To add the request to access the cafes, add the following code inside your module:

export default {
    /*
        GET     /api/v1/cafes
    */
    getCafes: function(){
        return axios.get( ROAST_CONFIG.API_URL + '/cafes' );
    },
}

What this does is returns an axios GET request to the proper API route. In Vuex we will call this API request as an action and save the data to a module that we will build.

Step 4: Add Request For Getting Single Cafeh

Similar to the last request, we will return an axios GET request to the /api/v1/cafes/{cafeID} route that we will call through Vuex. The difference is in this request we have a parameter for the cafeID which will be used to reference the cafe we are loading. To add this request add the following line of code below the last request:

/*
  GET   /api/v1/cafes/{cafeID}
*/
getCafe: function( cafeID ){
  return axios.get( ROAST_CONFIG.API_URL + '/cafes/' + cafeID );
},

This will return the specific cafe we are loading up.

Step 5: Add Request For Adding A Cafe

The mindset is the same we are building an axios request that we are returning that we can call anywhere in the app. This time it’s a POST request though and requires a few more parameters. However once again we are going to be calling this through a Vuex action which we will make in the next tutorial.

To add the POST request, add the following below the request for a single cafe:

/*
  POST  /api/v1/cafes
*/
postAddNewCafe: function( name, address, city, state, zip ){
  return axios.post( ROAST_CONFIG.API_URL + '/cafes',
    {
      name: name,
      address: address,
      city: city,
      state: state,
      zip: zip
    }
  );
}

This method’s parameters match what will get passed to our /api/v1/cafes route to add a new cafe. When we send our Vuex action’s payload we will extract the data and call this method adding an action.

Wrapping Up

So we have all of our actions added in javascript to the /resources/assets/js/api/cafe.js file and it should look like:

/*
    Imports the Roast API URL from the config.
*/
import { ROAST_CONFIG } from '../config.js';

export default {
    /*
        GET     /api/v1/cafes
    */
    getCafes: function(){
        return axios.get( ROAST_CONFIG.API_URL + '/cafes' );
    },

    /*
        GET     /api/v1/cafes/{cafeID}
    */
    getCafe: function( cafeID ){
        return axios.get( ROAST_CONFIG.API_URL + '/cafes/' + cafeID );
    },

    /*
        POST    /api/v1/cafes
    */
    postAddNewCafe: function( name, address, city, state, zip ){
        return axios.post( ROAST_CONFIG.API_URL + '/cafes',
            {
                name: name,
                address: address,
        city: city,
        state: state,
        zip: zip
            }
        );
    }
}

We are returning axios requests so we can listen and act upon the promises within the Vuex action. Sounds really complex, but in the next tutorial you will begin to see how this all comes together very elegantly. This will keep track of all of the data we need in the front end of our app and make loading all of this data on demand a breeze. Since we are returning the axios requests and calling them in a Vuex action, we can handle errors and handle successes.

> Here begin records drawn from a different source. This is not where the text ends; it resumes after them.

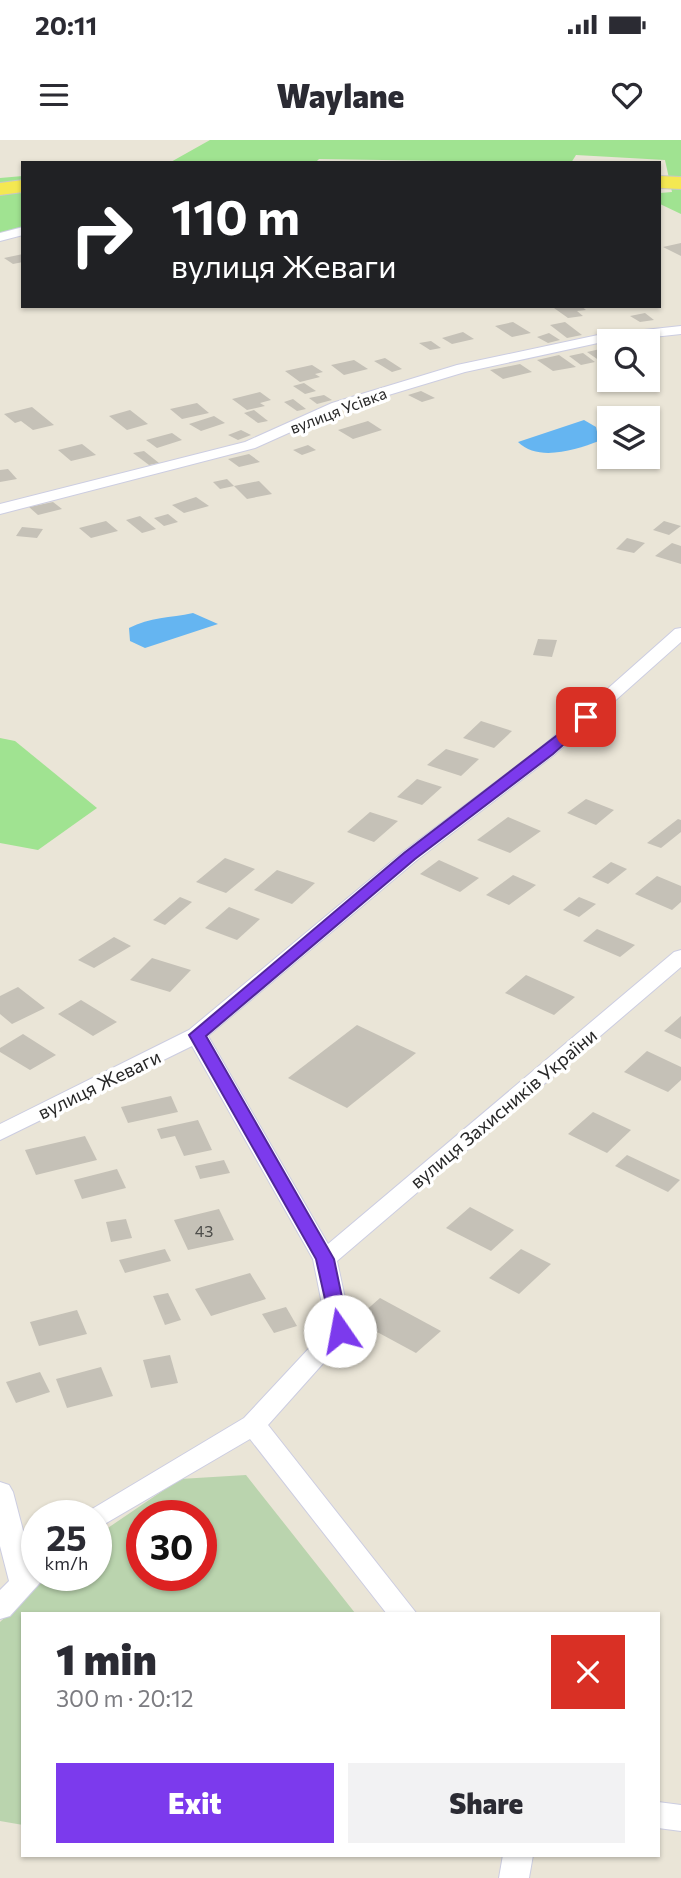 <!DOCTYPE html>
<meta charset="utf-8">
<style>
body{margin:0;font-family:Commissioner,sans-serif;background:#f2f2f3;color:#2b2b33;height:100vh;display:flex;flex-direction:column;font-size:26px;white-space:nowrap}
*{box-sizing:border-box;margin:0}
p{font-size:23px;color:#7c7c81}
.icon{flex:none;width:38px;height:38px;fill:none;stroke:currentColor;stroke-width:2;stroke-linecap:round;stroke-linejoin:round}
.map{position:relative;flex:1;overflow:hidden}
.sheet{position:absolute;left:21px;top:1472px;width:639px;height:245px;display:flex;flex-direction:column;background:#fff;border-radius:0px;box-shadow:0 2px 5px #0004}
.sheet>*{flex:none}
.hud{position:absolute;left:21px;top:21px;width:640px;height:147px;border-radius:0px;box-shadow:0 2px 5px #0004;background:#202124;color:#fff;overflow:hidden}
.fabs{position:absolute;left:597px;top:189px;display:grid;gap:14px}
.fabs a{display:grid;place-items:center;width:63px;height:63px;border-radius:0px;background:#fff;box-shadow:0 2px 5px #0004;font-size:35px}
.speed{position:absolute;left:21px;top:1360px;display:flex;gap:14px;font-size:35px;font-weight:700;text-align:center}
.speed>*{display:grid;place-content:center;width:91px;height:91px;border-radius:50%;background:#fff;box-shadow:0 2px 5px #0004;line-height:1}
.speed small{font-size:18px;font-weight:400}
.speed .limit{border:10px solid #d22;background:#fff;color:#111}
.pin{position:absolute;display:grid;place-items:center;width:60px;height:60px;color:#fff;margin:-30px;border-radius:14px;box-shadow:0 4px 10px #0006}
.me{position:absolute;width:77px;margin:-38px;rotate:348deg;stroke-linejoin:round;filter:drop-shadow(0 0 5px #0008)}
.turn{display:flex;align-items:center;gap:24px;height:147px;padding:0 35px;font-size:32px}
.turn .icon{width:91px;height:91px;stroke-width:2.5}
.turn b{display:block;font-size:49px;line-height:60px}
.round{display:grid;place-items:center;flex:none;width:74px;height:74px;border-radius:0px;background:#f2f2f3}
.overview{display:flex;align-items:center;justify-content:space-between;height:119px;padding:0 35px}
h1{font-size:42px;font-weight:800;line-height:52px}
.primary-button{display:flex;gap:14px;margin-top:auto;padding:14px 35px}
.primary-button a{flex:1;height:80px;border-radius:0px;background:#7c3aed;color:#fff;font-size:28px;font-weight:800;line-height:80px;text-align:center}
.primary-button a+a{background:#f2f2f3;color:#2b2b33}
.status{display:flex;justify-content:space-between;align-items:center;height:49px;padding:0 35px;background:#fff;direction:ltr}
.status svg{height:19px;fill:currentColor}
header{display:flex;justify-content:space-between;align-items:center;height:91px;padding:0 35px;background:#fff;font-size:32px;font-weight:800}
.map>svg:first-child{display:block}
.green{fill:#a0e391}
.cemetery{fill:#bad4ae;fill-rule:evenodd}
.water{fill:#65b5f1}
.building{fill:#c5c1b7}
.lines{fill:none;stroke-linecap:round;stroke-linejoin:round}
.street-casing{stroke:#cccde1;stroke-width:2}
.primary-casing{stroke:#c7c7c7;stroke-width:2}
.street{fill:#fff;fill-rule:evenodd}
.primary{fill:#f4e852;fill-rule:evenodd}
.route{fill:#7c3aed;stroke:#51269a;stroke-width:2}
.labels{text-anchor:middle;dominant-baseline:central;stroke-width:7;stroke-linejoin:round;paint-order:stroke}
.far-street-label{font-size:16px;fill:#272727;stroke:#fff}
.number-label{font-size:16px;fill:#4e4e4b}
.street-label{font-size:19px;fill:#272727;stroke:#fff}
</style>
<div class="status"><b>20:11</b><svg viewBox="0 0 49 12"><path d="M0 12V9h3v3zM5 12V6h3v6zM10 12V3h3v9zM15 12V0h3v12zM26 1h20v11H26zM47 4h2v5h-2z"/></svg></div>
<header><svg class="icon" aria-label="menu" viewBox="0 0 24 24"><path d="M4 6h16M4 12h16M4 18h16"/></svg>Waylane<svg class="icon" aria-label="heart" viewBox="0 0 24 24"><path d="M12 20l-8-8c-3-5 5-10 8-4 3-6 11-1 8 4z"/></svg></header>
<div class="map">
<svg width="681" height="1738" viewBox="0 0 681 1738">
<rect width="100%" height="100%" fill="#eae5d7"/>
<!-- green -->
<g class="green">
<path d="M210 0H681V74L660 64V53L672 52 665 20 576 15 571 23 319 19 315 23H169Z"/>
<path d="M23 36V91L0 97V38Z"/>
<path d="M0 598 15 601 97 668 38 710 0 703Z"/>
</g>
<!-- cemetery -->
<path class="cemetery" d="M246 1335 355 1473 23 1474V1685L0 1681V1482L50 1435H96V1396L180 1339ZM142 1376H201V1435H142Z"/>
<!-- water -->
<g class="water">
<path d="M584 280 596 287 599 301C575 310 538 322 518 302Z"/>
<path d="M193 473 218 484 145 508 130 501 129 488C150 477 170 478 193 473Z"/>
</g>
<!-- building -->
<g class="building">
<path d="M681 103V116L663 107Z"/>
<path d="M23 114V122L13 124 4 118Z"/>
<path d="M581 166 586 170 577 171 583 176 568 178 554 168Z"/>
<path d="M645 173 654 180 640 182 630 176Z"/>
<path d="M513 182 531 193 512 197 495 186Z"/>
<path d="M565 182 582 195 567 198 550 185Z"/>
<path d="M463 192 474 199 452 204 442 198Z"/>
<path d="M549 193 560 200 548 203 537 197Z"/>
<path d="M431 201 441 208 430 210 419 203Z"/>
<path d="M609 207V219L600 221 587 212Z"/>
<path d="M583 213 595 222 581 225 569 216Z"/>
<path d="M559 215 576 227 553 231 537 220Z"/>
<path d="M385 218 402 229 392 232 374 221Z"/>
<path d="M354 220 368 229 344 235 331 225Z"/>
<path d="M520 224 532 232 503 239 490 230Z"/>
<path d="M312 225 323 232 315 234 320 237 300 242 285 231Z"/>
<path d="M304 243 316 251 305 254 293 246Z"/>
<path d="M421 251 435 258 422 262 408 255Z"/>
<path d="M260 252 271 260 260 263 265 266 247 270 232 259Z"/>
<path d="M324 255 332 260 317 264 309 258Z"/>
<path d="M293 259 306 269 297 271 284 262Z"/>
<path d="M197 263 209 273 182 279 170 269Z"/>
<path d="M32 267 54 285 33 290 21 281 15 283 4 274Z"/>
<path d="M130 270 148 284 127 290 109 276Z"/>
<path d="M254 270 268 281 258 283 244 273Z"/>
<path d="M214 276 225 283 201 291 189 284Z"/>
<path d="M368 281 382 290 353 299 338 290Z"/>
<path d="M241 290 251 295 238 300 228 295Z"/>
<path d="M172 293 182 300 157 308 146 300Z"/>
<path d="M82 304 96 315 71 321 58 310Z"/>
<path d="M308 305 316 310 302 315 293 310Z"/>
<path d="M144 311 159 323 149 325 133 313Z"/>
<path d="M249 314 260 322 239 327 228 319Z"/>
<path d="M8 329 17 339 0 342V330Z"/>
<path d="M227 339 234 346 220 349 213 342Z"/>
<path d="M259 341 272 354 247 359 234 346Z"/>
<path d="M196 357 209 366 184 373 172 365Z"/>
<path d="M53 362 62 369 38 375 29 367Z"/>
<path d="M168 374 178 382 164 386 154 378Z"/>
<path d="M140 376 156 389 142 393 126 380Z"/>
<path d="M106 381 118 391 91 398 79 388Z"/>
<path d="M664 381 681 386 669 395 653 390Z"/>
<path d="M22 387 43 389 37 398 16 396Z"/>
<path d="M627 398 645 403 634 413 616 409Z"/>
<path d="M672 403 681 406V424L655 416Z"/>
<path d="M538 499 557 500 552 517 533 515Z"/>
<path d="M481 581 512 591 494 608 463 598Z"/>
<path d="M446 609 479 619 461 636 427 625Z"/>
<path d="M417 639 442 647 422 665 397 657Z"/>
<path d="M586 659 614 670 596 685 567 673Z"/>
<path d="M370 672 398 681 374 702 347 692Z"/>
<path d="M508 677 541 691 510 713 477 700Z"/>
<path d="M678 679 681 680V692L661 708 647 703Z"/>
<path d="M225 718 255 729 226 753 196 742Z"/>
<path d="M439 720 479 738 460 752 420 734Z"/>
<path d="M611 722 627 729 608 744 592 737Z"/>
<path d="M277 730 315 743 292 764 254 750Z"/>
<path d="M513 735 536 745 509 765 486 755Z"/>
<path d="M657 736 681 746V762L672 770 635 754Z"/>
<path d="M180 757 192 762 165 785 153 780Z"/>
<path d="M579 757 596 764 579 777 563 770Z"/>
<path d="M229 767 260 779 237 800 205 788Z"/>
<path d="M597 789 635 805 620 817 583 801Z"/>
<path d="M114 797 131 806 94 828 78 820Z"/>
<path d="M152 818 191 830 170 852 130 840Z"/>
<path d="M526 835 575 857 554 875 505 853Z"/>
<path d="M18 847 45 868 12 884 0 874V856Z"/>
<path d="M81 860 117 882 93 896 58 874Z"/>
<path d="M681 876V899L664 891Z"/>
<path d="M357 885 416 913 347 968 288 938Z"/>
<path d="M23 894 56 915 30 930 0 912V908Z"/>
<path d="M647 911 681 927V940L668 952 624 932Z"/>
<path d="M171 956 178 972 128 983 121 967Z"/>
<path d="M593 972 631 990 607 1013 568 994Z"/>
<path d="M198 980 212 1010 184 1016 175 996 161 999 157 989Z"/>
<path d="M85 996 97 1020 36 1035 25 1010Z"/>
<path d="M627 1015 680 1040 668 1052 615 1026Z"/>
<path d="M224 1020 230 1033 200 1039 195 1026Z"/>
<path d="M117 1029 126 1048 82 1059 74 1040Z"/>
<path d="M470 1067 514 1090 491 1111 446 1088Z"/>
<path d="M219 1069 234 1100 188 1110 174 1080Z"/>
<path d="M126 1079 132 1098 111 1102 106 1082Z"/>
<path d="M165 1109 171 1121 125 1133 119 1120Z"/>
<path d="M521 1109 551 1124 519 1154 489 1138Z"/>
<path d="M250 1133 266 1159 211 1176 195 1149Z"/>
<path d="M168 1153 181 1180 165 1185 153 1156Z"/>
<path d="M380 1158 441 1191 416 1213 355 1180Z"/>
<path d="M286 1167 297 1186 274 1193 262 1174Z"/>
<path d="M77 1170 87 1194 39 1206 30 1182Z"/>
<path d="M170 1215 178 1243 151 1248 143 1220Z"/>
<path d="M101 1227 113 1256 67 1268 56 1239Z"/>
<path d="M40 1232 50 1252 16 1263 6 1242Z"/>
</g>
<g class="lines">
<defs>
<g id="street">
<path d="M23 87V95L0 101V93Z"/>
<path d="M681 186V194L598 203 465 232 342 269 255 308 0 374V364L245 302 332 263 457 225 598 195Z"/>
<path d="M681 488V502L554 615 417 720 208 896 328 1104 674 812 681 810V827L337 1121 352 1191 268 1285 417 1474H387L250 1299 96 1389V1376H85L87 1372 244 1278 327 1189 313 1119 192 906 0 1000V984L189 890 403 712 542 607 675 489Z"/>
<path d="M0 1342 9 1345 13 1352 31 1421 37 1419V1435H47L10 1476 0 1479V1450L9 1441 0 1406Z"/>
<path d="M658 1662 681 1665V1691L658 1688Z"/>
<path d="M503 1715H533L529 1738H499Z"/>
</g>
<g id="primary">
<path d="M660 36 681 37V49L660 48Z"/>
<path d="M23 40V52L0 55V43Z"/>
</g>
</defs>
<!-- street casing -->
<use href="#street" class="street-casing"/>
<!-- primary casing -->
<use href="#primary" class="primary-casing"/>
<!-- street -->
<use href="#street" class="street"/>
<!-- primary -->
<use href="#primary" class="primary"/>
</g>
<!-- route -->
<path class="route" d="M586 573 592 577 591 580 553 614 415 719 206 896 334 1119 349 1191 346 1195H333L316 1119 189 895 404 713Z"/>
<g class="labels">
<!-- far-street labels -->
<g class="far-street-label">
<text transform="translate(338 270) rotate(-21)">вулиця Усівка</text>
</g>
<!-- number labels -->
<g class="number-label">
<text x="204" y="1090">43</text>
</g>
<!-- street labels -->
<g class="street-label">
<text transform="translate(99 944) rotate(-26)">вулиця Жеваги</text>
<text transform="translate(503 968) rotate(-40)">вулиця Захисників України</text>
</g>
</g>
</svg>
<div class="fabs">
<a><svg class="icon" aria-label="search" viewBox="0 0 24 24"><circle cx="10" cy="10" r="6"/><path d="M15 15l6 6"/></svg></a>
<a><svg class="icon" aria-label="layers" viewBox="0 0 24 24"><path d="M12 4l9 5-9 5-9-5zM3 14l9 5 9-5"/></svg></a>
</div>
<div class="speed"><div>25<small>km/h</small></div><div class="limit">30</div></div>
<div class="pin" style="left:586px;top:577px;background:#d93025"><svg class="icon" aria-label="arrive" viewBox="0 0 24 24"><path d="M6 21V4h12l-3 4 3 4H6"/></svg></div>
<svg class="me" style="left:340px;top:1191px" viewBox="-20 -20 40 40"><circle r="19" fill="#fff"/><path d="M0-13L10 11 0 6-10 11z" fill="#7c3aed"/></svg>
<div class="hud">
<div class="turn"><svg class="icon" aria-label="right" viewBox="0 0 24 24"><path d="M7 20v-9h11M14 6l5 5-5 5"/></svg><div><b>110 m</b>вулиця Жеваги</div></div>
</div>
<section class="sheet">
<div class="overview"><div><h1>1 min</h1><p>300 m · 20:12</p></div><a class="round" style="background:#d93025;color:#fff"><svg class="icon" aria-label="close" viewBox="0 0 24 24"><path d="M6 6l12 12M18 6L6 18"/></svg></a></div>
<div class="primary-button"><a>Exit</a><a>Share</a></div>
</section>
</div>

I know this is a lot of set up, but trust me, once you have it configured correctly everything will start to fall into place. Think of it this way. You can build a house with a foundation, but the second you add stuff to it you will quickly see it needs to be redone. Or you can build a solid cement foundation and adding features to your house is easily supported. Very similar in coding. We have all of this configuration, but once we get the base of it done, we can really fly together and make a beautiful SPA.

You will really see the benefits of doing it this way if you ever wanted a hybrid mobile application. The goal of this tutorial series is to get there with cordova. You literally can copy the code you have, create a new entry point file and within about 1-2 hours have a fully functioning mobile application.